Evaluasi tersebut diharapkan tidak hanya berfokus pada penyebab insiden, tetapi juga menyentuh sistem pengawasan secara menyeluruh. Mulai dari pemilihan bahan makanan, kebersihan tempat produksi, proses memasak, pengemasan, penyimpanan, hingga waktu distribusi perlu diperiksa agar kualitas dan keamanan makanan yang diterima siswa tetap terjaga.
Menurutnya, standar pelaksanaan program perlu semakin diperketat apabila hasil evaluasi menemukan celah dalam prosedur yang selama ini dijalankan. Pengawasan yang konsisten menjadi penting karena program MBG menyasar peserta didik yang membutuhkan jaminan makanan tidak hanya bergizi, tetapi juga aman dikonsumsi.

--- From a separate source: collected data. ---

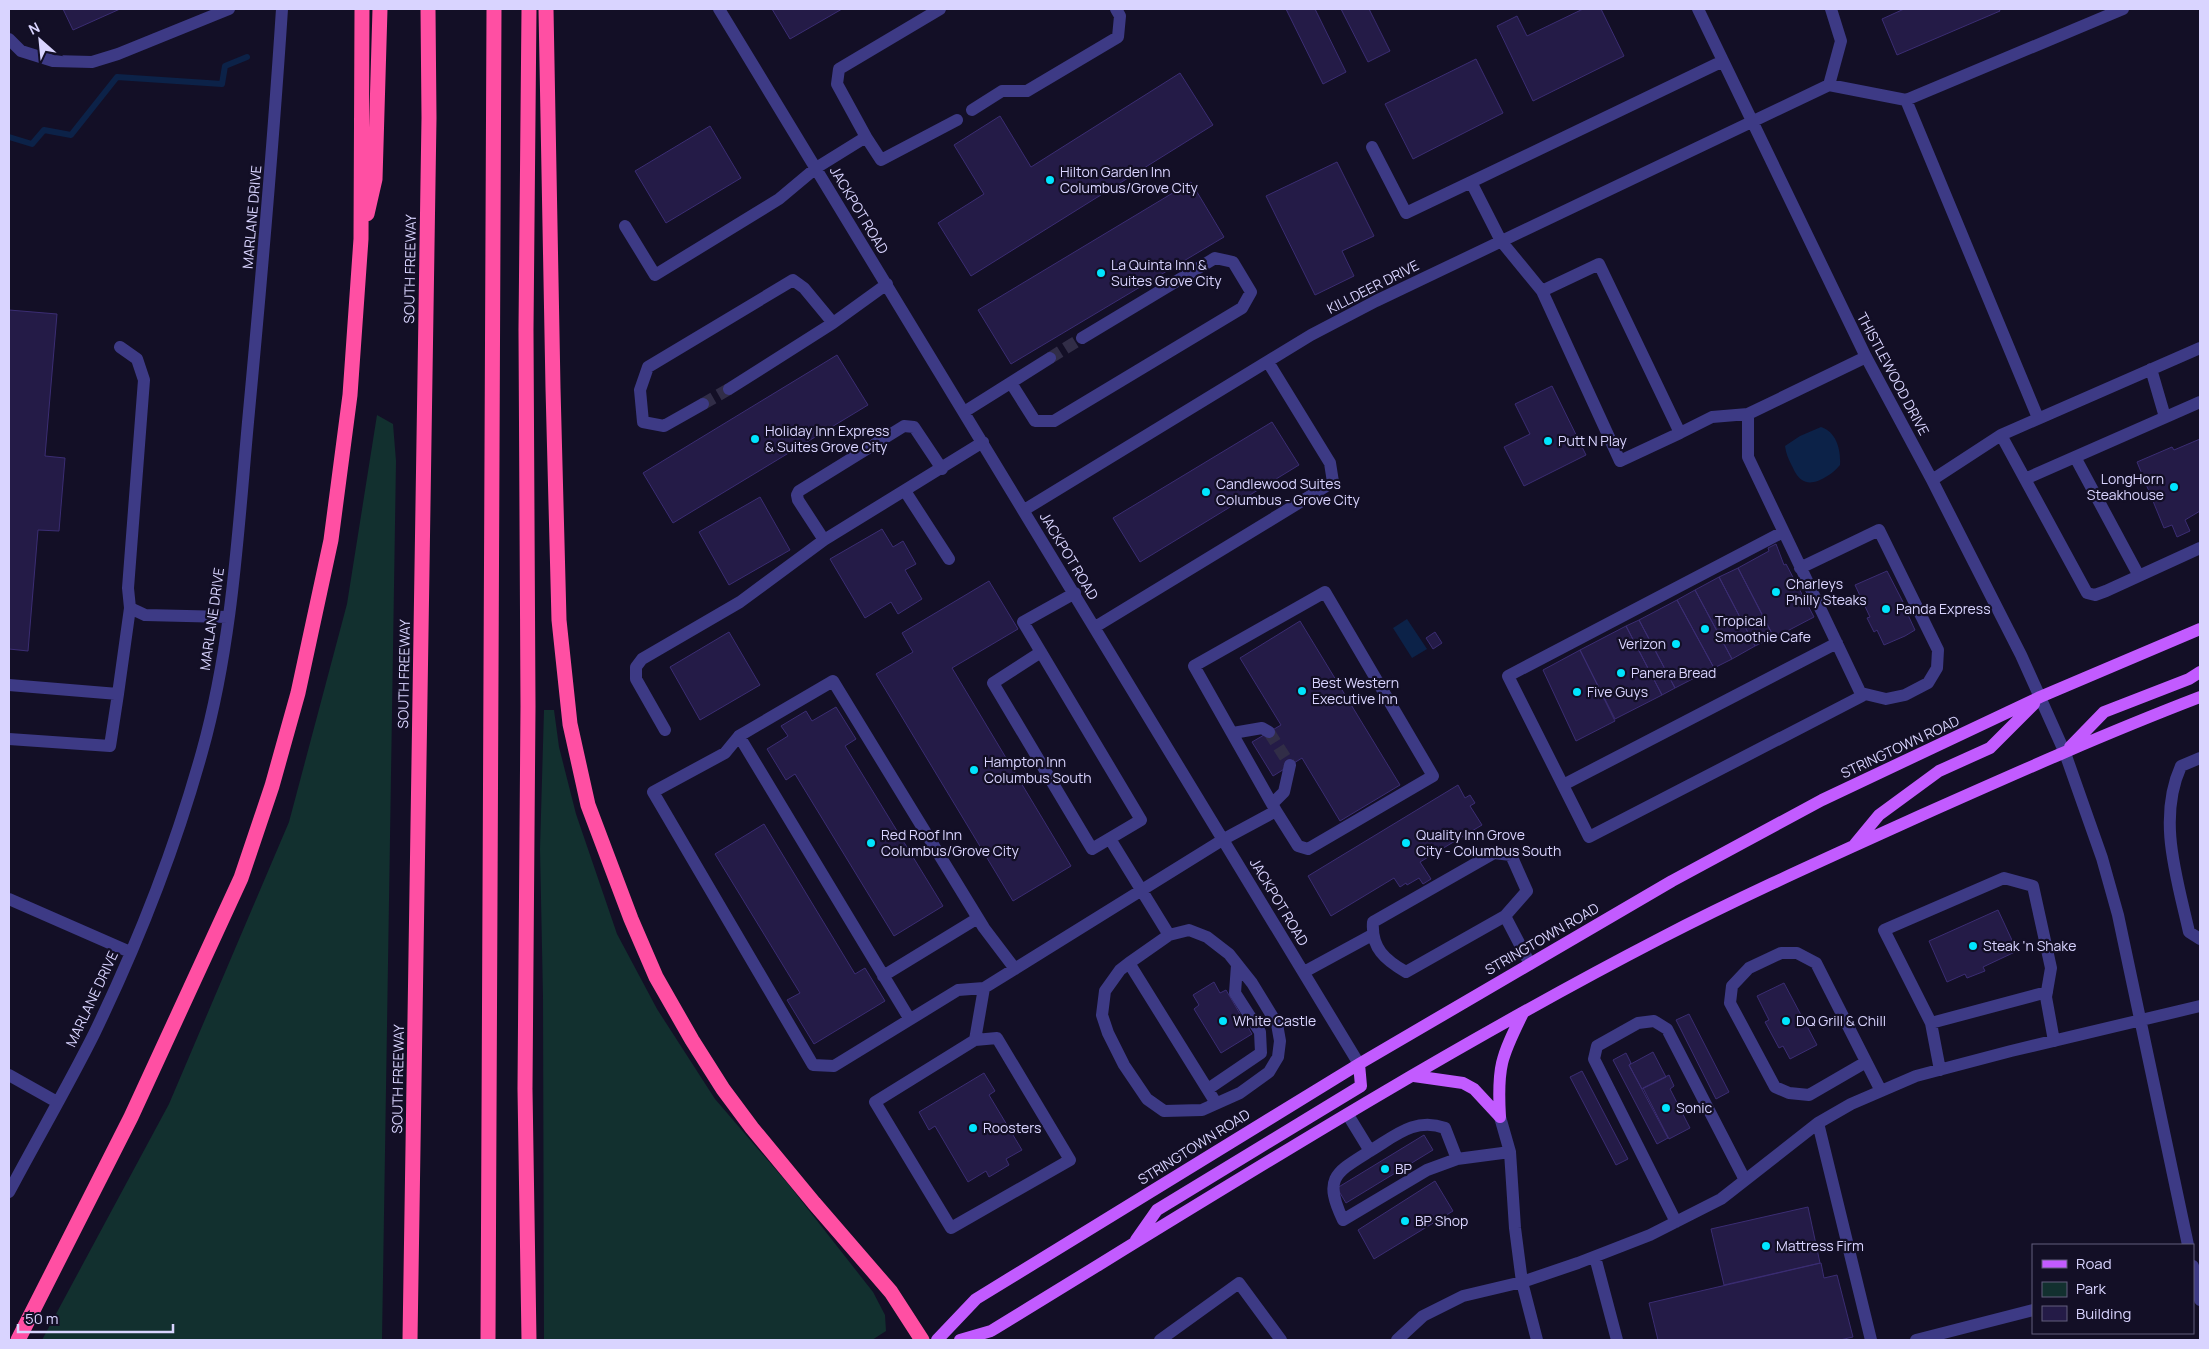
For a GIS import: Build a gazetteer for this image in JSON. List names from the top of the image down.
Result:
{
  "streets": {
    "highway": ["SOUTH FREEWAY"],
    "main road": ["STRINGTOWN ROAD"],
    "street": [
      "JACKPOT ROAD",
      "MARLANE DRIVE",
      "KILLDEER DRIVE",
      "THISTLEWOOD DRIVE"
    ]
  },
  "crossings": [
    ["JACKPOT ROAD", "KILLDEER DRIVE"],
    ["JACKPOT ROAD", "STRINGTOWN ROAD"],
    ["KILLDEER DRIVE", "THISTLEWOOD DRIVE"],
    ["THISTLEWOOD DRIVE", "STRINGTOWN ROAD"]
  ],
  "places": [
    "Hilton Garden Inn Columbus/Grove City",
    "La Quinta Inn & Suites Grove City",
    "Holiday Inn Express & Suites Grove City",
    "Putt N Play",
    "LongHorn Steakhouse",
    "Candlewood Suites Columbus - Grove City",
    "Charleys Philly Steaks",
    "Panda Express",
    "Tropical Smoothie Cafe",
    "Verizon",
    "Panera Bread",
    "Best Western Executive Inn",
    "Five Guys",
    "Hampton Inn Columbus South",
    "Red Roof Inn Columbus/Grove City",
    "Quality Inn Grove City - Columbus South",
    "Steak 'n Shake",
    "White Castle",
    "DQ Grill & Chill",
    "Sonic",
    "Roosters",
    "BP",
    "BP Shop",
    "Mattress Firm"
  ],
  "legend": ["Road", "Park", "Building"],
  "scale_bar": "50 m",
  "north": "top left"
}
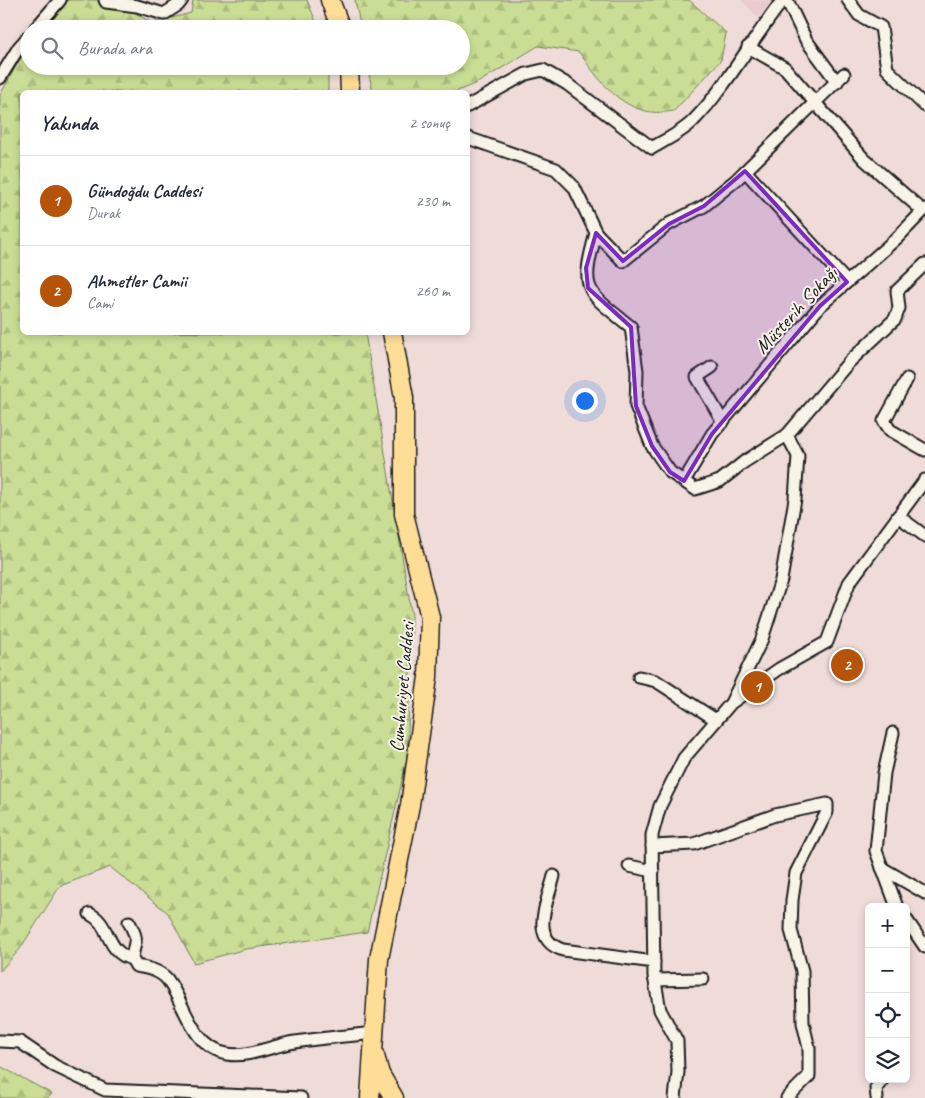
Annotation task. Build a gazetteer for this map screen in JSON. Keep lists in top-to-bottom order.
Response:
{
  "streets": {
    "main road": ["Cumhuriyet Caddesi"],
    "street": ["Müsterih Sokağı"]
  },
  "page": {
    "search": "Burada ara",
    "heading": ["Yakında", "2 sonuç"],
    "list": [
      {
        "mark": "1",
        "name": "Gündoğdu Caddesi",
        "note": "Durak",
        "value": "230 m"
      },
      {
        "mark": "2",
        "name": "Ahmetler Camii",
        "note": "Cami",
        "value": "260 m"
      }
    ],
    "pins": ["2", "1"],
    "map_buttons": ["+", "−"]
  }
}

Kasus dugaan keracunan MBG di SDN 012 Bontang Selatan pun diharapkan menjadi momentum untuk melakukan pembenahan menyeluruh. Bonnie menegaskan evaluasi, transparansi, dan pertanggungjawaban kepada korban harus berjalan beriringan agar kepercayaan masyarakat terhadap program tetap terjaga sekaligus memastikan kejadian serupa tidak kembali menimpa siswa di Kota Bontang.(ADV).